The 787 decision was a business move driven by lower rates of production and the reality that the largest 787, the -10, can only be built at Boeing’s South Carolina plant.

“We simply must be able to build the 787-10 — and therefore it had to be in Charleston, nothing more and nothing less,” McSherry said.

The 787-10’s mid-section, which is assembled in North Charleston, is too big to fit inside the 747 Dreamlifter, which ferries 787 components from Japan, Italy and South Carolina to Everett. “It cannot get to Everett — you therefore cannot consolidate into Everett, you must consolidate into Charleston,” McSherry said.

Questions about what Boeing’s next airplane model might be — what it might look like and whether it could fill space that will be vacated by the 787 next year and the 747 in 2022 — were unanswered.

A year ago or more, Boeing was considering whether to produce what was being called the 797, a single-aisle or twin-aisle airplane that could fit in the product line between the 737 and the 787.

“We’ll have a better handle on what the market looks like coming out of the current trough we’re in,” McSherry said. “It’s something that won’t happen in the next year or two, and then we’ll just sort of see how the recovery goes.”

Everett Mayor Cassie Franklin, who spoke at Tuesday’s Economic Alliance meeting, said the 787 outcome “wasn’t a surprise.”

“The decision to consolidate was a business decision,” said Franklin. “And I know many of us here on this call today have to make similar difficult decisions this year. So I have no doubt that the impact of losing the 787 is going to be felt deeply in our city.

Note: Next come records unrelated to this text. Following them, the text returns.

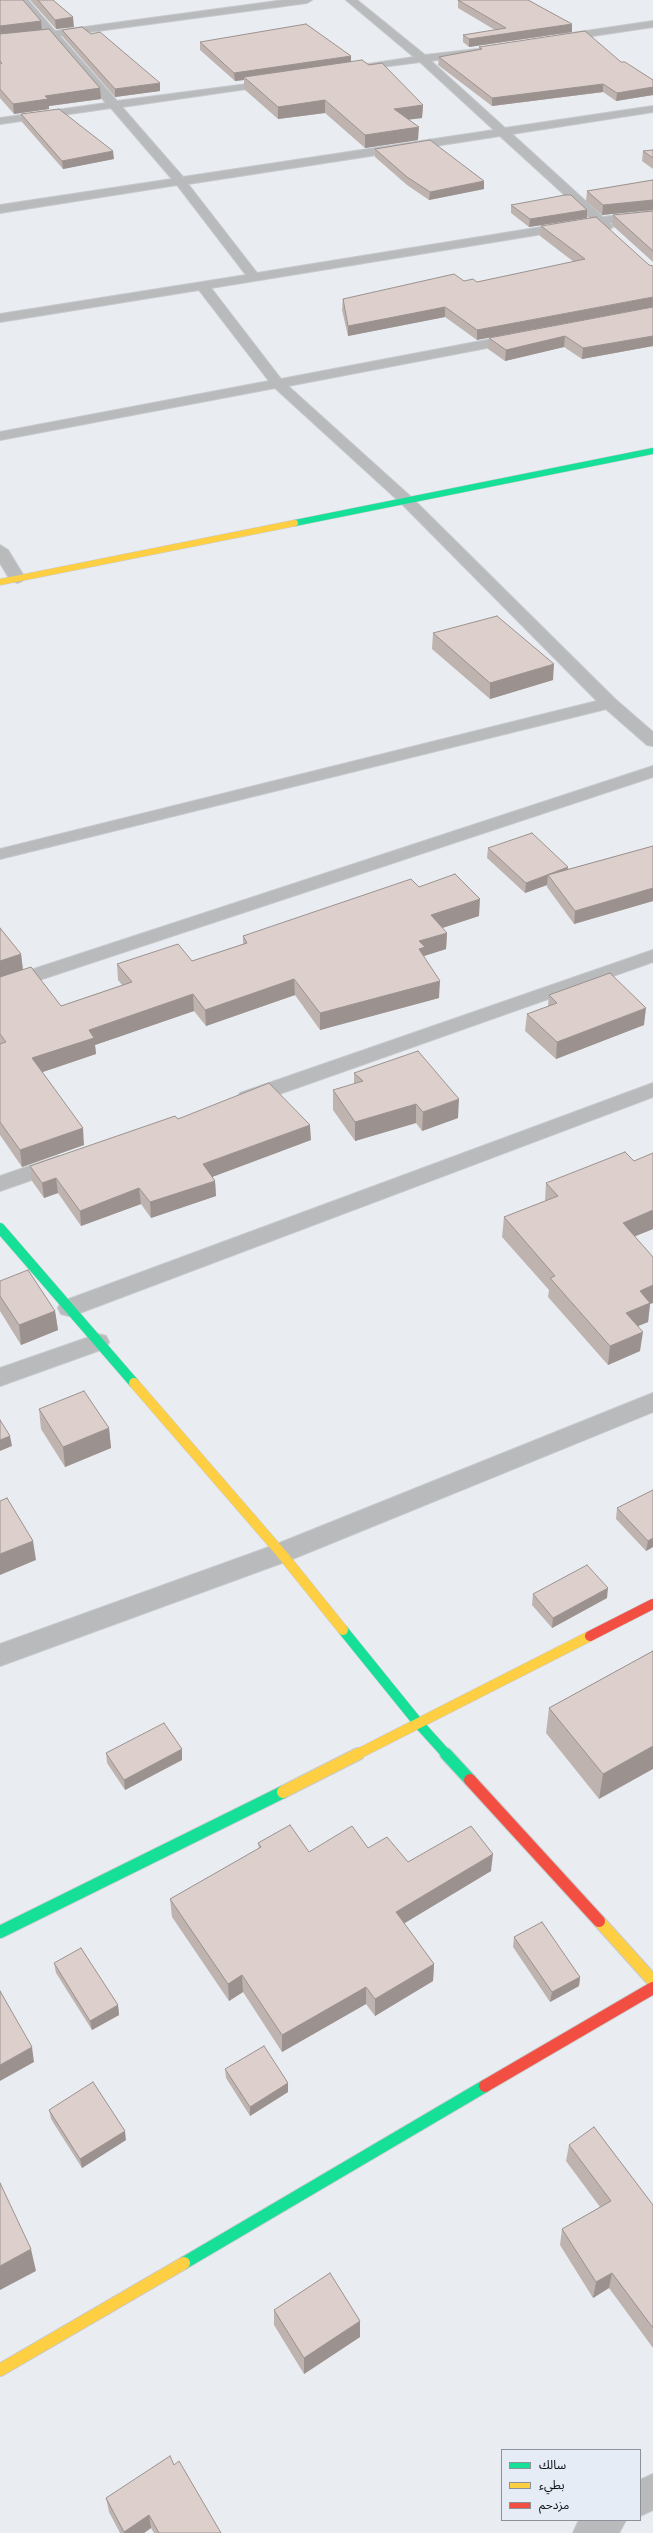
<!DOCTYPE html>
<meta charset="utf-8">
<style>
body{margin:0}
#map{position:relative;width:653px;height:2533px;overflow:hidden;background:#e9edf2;font-family:Spectral,"Noto Sans Arabic",serif}
canvas{display:block}
.legend{position:absolute;left:501px;top:2449px;width:140px;height:72px;box-sizing:border-box;background:#e5ecf6;border:1px solid #8d929a;margin:0;padding:5px 7px;list-style:none;font-size:12px;color:#090c0f}
.legend li{display:flex;align-items:center;gap:8px;height:20px}
.legend b{width:20px;border:1px solid #8d929a}
</style>
<div id="map">
<canvas width="653" height="2533"></canvas>
<ul class="legend">
<li><b style="height:5px;background:#16e098"></b>سالك</li>
<li><b style="height:5px;background:#ffcf43"></b>بطيء</li>
<li><b style="height:5px;background:#f24e42"></b>مزدحم</li>
</ul>
</div>
<script>
const ctx = document.querySelector('canvas').getContext('2d');
ctx.lineJoin = 'round';
const poly = rows => new Path2D(rows.map(r => 'M' + r).join(''));
function trace(path, color, width, dash) { ctx.strokeStyle = color; ctx.lineWidth = width; ctx.lineCap = dash ? 'butt' : 'round'; ctx.setLineDash(dash || []); ctx.stroke(path); }
function fillPath(path, color) { ctx.fillStyle = color; ctx.fill(path, 'evenodd'); }
const street = poly([
 [18,0,28,0,55,31,284,0,312,0,307,3,60,36,117,101,278,80,278,84,274,85,122,107,183,177,494,130,420,62,351,71,350,69,355,66,414,57,346,0,357,0,425,55,486,48,487,50,482,53,431,61,505,128,653,106,653,112,512,134,603,217,653,211,653,219,610,223,613,227,607,231,598,225,211,288,281,379,518,334,523,335,525,338,523,341,518,342,288,386,411,497,615,699,653,732,653,746,647,745,606,709,0,859,0,849,597,701,401,503,275,388,0,440,0,432,269,381,199,290,0,322,0,314,246,275,177,185,0,213,0,205,172,179,111,108,0,124,0,118,106,103,50,37,0,44,0,38,45,32,18,0],
 [500,136,591,219,257,273,188,184,500,136],
 [653,21,653,27,559,41,554,38,559,35,653,21],
 [0,545,8,550,25,578,22,581,17,583,9,578,0,563,0,545],
 [653,766,653,777,0,993,0,980,653,766],
 [653,950,653,962,254,1103,247,1105,240,1103,237,1098,240,1093,653,950],
 [653,1083,653,1097,77,1314,69,1316,61,1314,58,1308,61,1302,653,1083],
 [59,1156,66,1158,70,1163,66,1168,0,1191,0,1176,59,1156],
 [98,1334,106,1336,109,1342,106,1348,0,1386,0,1368,98,1334],
 [653,1393,653,1412,290,1560,0,1666,0,1644,272,1546,653,1393],
 [653,2474,653,2510,640,2516,640,2480,653,2474],
 [579,2520,626,2520,619,2533,573,2533,579,2520]
]);
const fastFar2 = poly([
 [295,523,653,451]
]);
const fastFar1 = poly([
 [0,1228,134,1383],
 [343,1630,419,1724,447,1755]
]);
const fast = poly([
 [446,1754,470,1780],
 [0,1932,283,1792],
 [184,2263,485,2086]
]);
const slowFar2 = poly([
 [0,582,295,523]
]);
const slowFar1 = poly([
 [134,1383,281,1553,343,1630],
 [356,1755,590,1636]
]);
const slow = poly([
 [283,1792,358,1754],
 [599,1921,653,1981],
 [0,2370,184,2263]
]);
const jamFar1 = poly([
 [590,1636,653,1604]
]);
const jam = poly([
 [470,1780,599,1921],
 [485,2086,653,1988]
]);
trace(street, '#c6c9cd', 2);
trace(fastFar2, '#c6c9cd', 7);
trace(fastFar1, '#c6c9cd', 11);
trace(fast, '#c6c9cd', 14);
trace(slowFar2, '#c6c9cd', 7);
trace(slowFar1, '#c6c9cd', 11);
trace(slow, '#c6c9cd', 14);
trace(jamFar1, '#c6c9cd', 11);
trace(jam, '#c6c9cd', 14);
fillPath(street, '#b9babc');
trace(fastFar2, '#16e098', 6);
trace(fastFar1, '#16e098', 10);
trace(fast, '#16e098', 12);
trace(slowFar2, '#ffcf43', 6);
trace(slowFar1, '#ffcf43', 10);
trace(slow, '#ffcf43', 12);
trace(jamFar1, '#f24e42', 10);
trace(jam, '#f24e42', 12);
fillPath(poly([
 [0,0,42,29,100,88,101,99,49,106,49,109,14,114,0,98],
 [30,0,53,0,74,27,56,29],
 [458,0,572,32,469,47,463,42,463,35,495,30,458,8],
 [62,30,160,91,115,97,63,37],
 [200,42,351,62,423,105,422,118,408,120,418,140,365,148,325,113,278,119,244,89,244,80,235,81,200,50],
 [479,47,621,62,653,80,653,95,616,101,603,92,492,106,438,65,439,57,479,50],
 [21,114,114,159,63,169,22,122],
 [375,149,484,189,429,200,407,185,375,157],
 [653,150,653,169,642,161,643,151],
 [653,180,653,210,602,215,586,201,587,191],
 [511,205,587,210,587,218,529,227,511,213],
 [653,211,653,262,612,225,613,215],
 [541,226,649,265,477,340,445,317,348,336,342,310,343,299,464,281,477,282,574,262,540,236],
 [653,307,653,346,582,359,564,347,505,361,488,349,489,338],
 [433,633,553,680,490,699,432,649],
 [653,846,653,901,574,924,547,887,547,885,525,893,487,858,488,848,568,869],
 [419,887,479,916,442,928,447,933,446,949,424,956,424,958,439,998,320,1030,295,995,206,1026,194,1011,95,1045,96,1054,42,1072,84,1145,22,1167,0,1135,0,928,21,954,23,970,61,1006,122,985,118,980,117,964,192,961,243,944,243,936],
 [549,995,644,1025,556,1059,525,1031,527,1014,548,1006],
 [354,1073,458,1118,422,1131,416,1123,355,1141,333,1110,333,1090,354,1084],
 [178,1119,311,1140,212,1177,215,1181,216,1196,151,1218,141,1204,81,1226,58,1193,44,1198,32,1181,30,1166],
 [546,1183,653,1229,635,1236,650,1304,648,1322,638,1326,640,1351,608,1365,548,1297,549,1290,502,1237,504,1217,545,1201],
 [0,1281,55,1311,58,1330,21,1345,0,1311],
 [39,1409,109,1428,111,1448,65,1467,41,1429],
 [653,1490,653,1547,646,1551,616,1519,617,1508],
 [533,1594,607,1598,552,1628,532,1605],
 [653,1651,599,1799,546,1733,549,1708],
 [106,1753,182,1760,125,1790,107,1763],
 [258,1843,309,1852,368,1848,408,1862,491,1871,404,1923,434,1964,433,1981,375,2016,366,2004,282,2052,243,1992,229,2001,172,1917,170,1899,259,1849],
 [514,1937,580,1977,579,1986,550,2002,513,1947],
 [54,1963,118,2005,119,2015,92,2030,56,1973],
 [225,2069,288,2083,288,2092,250,2116,226,2078],
 [49,2110,126,2140,82,2168,51,2119],
 [569,2145,653,2205,653,2348,609,2288,593,2298,560,2245,562,2229,600,2207,566,2161],
 [274,2310,360,2337,304,2374,274,2325],
 [174,2465,221,2533,154,2533,151,2528,144,2533,120,2533,109,2512,106,2498]
]), '#beb3af');
fillPath(poly([
 [73,17,74,27,56,29,55,20],
 [41,21,42,31,0,36,0,26],
 [572,24,572,32,469,47,469,39],
 [351,56,351,64,244,77,244,80,235,81,234,73],
 [160,83,160,91,115,97,115,89],
 [603,84,603,92,492,106,492,98],
 [653,87,653,95,616,101,617,93],
 [100,88,101,99,49,106,49,109,14,114,13,104,45,96],
 [325,100,325,113,278,119,278,107],
 [423,105,422,118,393,121,394,109],
 [419,127,418,140,365,148,365,135],
 [113,151,114,159,63,169,62,161],
 [484,181,484,189,429,200,430,192],
 [653,200,653,210,602,215,603,205],
 [587,210,587,218,529,227,530,219],
 [653,297,653,307,477,340,477,330],
 [445,307,445,317,348,336,348,326],
 [565,336,564,347,505,361,506,350],
 [653,336,653,346,582,359,583,348],
 [554,664,553,680,490,699,490,683],
 [568,867,567,877,548,875],
 [548,875,547,885,525,893,526,883],
 [653,888,653,901,574,924,575,911],
 [480,899,479,916,430,932,431,915],
 [447,933,446,949,424,956,424,964,418,966,419,941],
 [21,954,23,971,0,979,0,961],
 [294,979,295,995,206,1026,205,1010],
 [440,981,439,998,320,1030,320,1013],
 [193,994,194,1011,95,1045,96,1054,34,1075,32,1058,89,1030],
 [646,1008,644,1025,556,1059,557,1042],
 [459,1099,458,1118,422,1131,423,1112],
 [416,1104,416,1123,355,1141,355,1122],
 [310,1125,311,1140,204,1180,203,1164],
 [83,1128,84,1145,22,1167,20,1150],
 [56,1178,58,1193,44,1198,42,1183],
 [215,1181,216,1196,151,1218,150,1202],
 [139,1188,141,1204,81,1226,80,1211],
 [653,1210,653,1229,621,1242,623,1223],
 [653,1285,653,1303,650,1304,648,1322,624,1332,626,1313,640,1291],
 [55,1311,58,1330,21,1345,19,1325],
 [643,1332,640,1351,608,1365,610,1346],
 [109,1428,111,1448,65,1467,63,1447],
 [10,1436,12,1446,0,1451,0,1440],
 [653,1538,653,1547,646,1551,648,1541],
 [33,1541,36,1560,0,1575,0,1554],
 [608,1588,607,1598,552,1628,553,1618],
 [653,1746,653,1769,599,1799,603,1774],
 [182,1749,182,1760,125,1790,124,1780],
 [493,1854,491,1871,395,1929,396,1912],
 [434,1964,433,1981,375,2016,375,1999],
 [242,1975,243,1992,229,2001,228,1984],
 [580,1977,579,1986,550,2002,552,1992],
 [366,1987,366,2004,282,2052,282,2035],
 [118,2005,119,2015,92,2030,90,2021],
 [32,2047,34,2062,0,2081,0,2065],
 [288,2083,288,2092,250,2116,250,2107],
 [125,2131,126,2140,82,2168,80,2159],
 [31,2249,36,2271,0,2290,0,2266],
 [612,2273,609,2288,593,2298,596,2282],
 [360,2321,360,2337,304,2374,304,2358],
 [149,2515,151,2528,144,2533,124,2533,124,2532]
]), '#9b928f');
const building = poly([
 [0,0,23,0,41,21,0,26,0,0],
 [38,0,53,0,73,17,55,20,38,0],
 [458,0,528,0,572,24,469,39,463,35,506,28,458,0],
 [306,24,351,56,234,73,200,42,306,24],
 [82,27,91,34,100,32,160,83,115,89,62,30,82,27],
 [49,29,100,88,45,96,48,99,13,104,0,89,0,62,2,64,0,61,0,34,49,29],
 [585,31,621,62,625,62,653,80,653,87,617,93,603,84,492,98,439,57,482,49,479,47,585,31],
 [362,60,369,65,382,63,423,105,394,109,419,127,365,135,325,100,278,107,244,77,362,60],
 [59,109,113,151,62,161,21,114,59,109],
 [430,140,484,181,430,192,407,177,375,149,430,140],
 [653,150,653,158,643,151,653,150],
 [653,180,653,200,603,205,587,191,653,180],
 [565,195,571,195,587,210,530,219,511,205,565,195],
 [653,211,653,251,613,215,653,211],
 [596,217,649,265,653,266,653,297,477,330,445,307,348,326,343,299,454,274,464,281,473,279,477,282,585,259,541,226,596,217],
 [653,307,653,336,583,348,565,336,506,350,489,338,653,307],
 [497,616,554,664,490,683,433,633,497,616],
 [532,833,568,867,526,883,488,848,532,833],
 [653,846,653,888,575,911,548,875,653,846],
 [455,874,480,899,431,915,447,933,419,941,425,947,419,949,440,981,320,1013,294,979,205,1010,193,994,89,1030,94,1038,32,1058,83,1128,20,1150,0,1122,0,1044,6,1042,0,1034,0,977,31,967,61,1006,132,982,117,964,178,944,192,961,247,943,243,936,411,879,419,887,455,874],
 [0,928,21,954,0,961,0,928],
 [610,973,646,1008,557,1042,527,1014,557,1003,549,995,610,973],
 [418,1051,459,1099,423,1112,416,1104,355,1122,333,1090,363,1081,354,1073,418,1051],
 [269,1083,310,1125,203,1164,215,1181,150,1202,139,1188,80,1211,56,1178,42,1183,30,1166,175,1116,178,1119,269,1083],
 [625,1152,634,1161,653,1153,653,1210,623,1223,653,1257,653,1285,640,1291,650,1303,626,1313,643,1332,610,1346,550,1278,555,1276,504,1217,558,1196,546,1183,625,1152],
 [28,1270,55,1311,19,1325,0,1296,0,1281,28,1270],
 [84,1391,109,1428,63,1447,39,1409,84,1391],
 [0,1420,10,1436,0,1440,0,1420],
 [653,1490,653,1538,648,1541,617,1508,653,1490],
 [7,1498,33,1541,0,1554,0,1501,7,1498],
 [587,1565,608,1588,553,1618,533,1594,587,1565],
 [653,1651,653,1746,603,1774,549,1708,653,1651],
 [164,1723,182,1749,124,1780,106,1753,164,1723],
 [290,1825,309,1852,352,1826,368,1848,387,1837,408,1862,471,1826,493,1854,396,1912,434,1964,375,1999,366,1987,282,2035,242,1975,228,1984,170,1899,261,1847,258,1843,290,1825],
 [542,1922,580,1977,552,1992,514,1937,542,1922],
 [81,1948,118,2005,90,2021,54,1963,81,1948],
 [0,1991,32,2047,0,2065,0,1991],
 [264,2046,288,2083,250,2107,225,2069,264,2046],
 [93,2082,125,2131,80,2159,49,2110,93,2082],
 [594,2127,653,2205,653,2328,612,2273,596,2282,562,2229,611,2201,569,2145,594,2127],
 [0,2183,31,2249,0,2266,0,2183],
 [330,2273,360,2321,304,2358,274,2310,330,2273],
 [170,2456,174,2465,179,2461,221,2533,159,2533,149,2515,124,2532,106,2498,170,2456]
]);
fillPath(building, '#ddd0cc');
trace(building, '#9b928f', 1);
</script>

We’re really sad to see the Dreamliner go, but we’re grateful to still be the proud home of the 747, 777X, and the 767, as well as their military derivatives and the composite wing center.”

Franklin said that after the decision, she and Snohomish County Executive Dave Somers met with McSherry and Stan Deal, the CEO of Boeing’s Commercial Airplanes division.

“Both stressed that this is Boeing’s home and will continue to be part of Boeing’s future long into the future,” Franklin said.

Boeing delivered 11 new commercial planes last month, mostly twin-aisle 787s, compared with 25 a year ago in September.

Through the end of September, Boeing had delivered 98 planes this year, compared with 301 in the same period last year.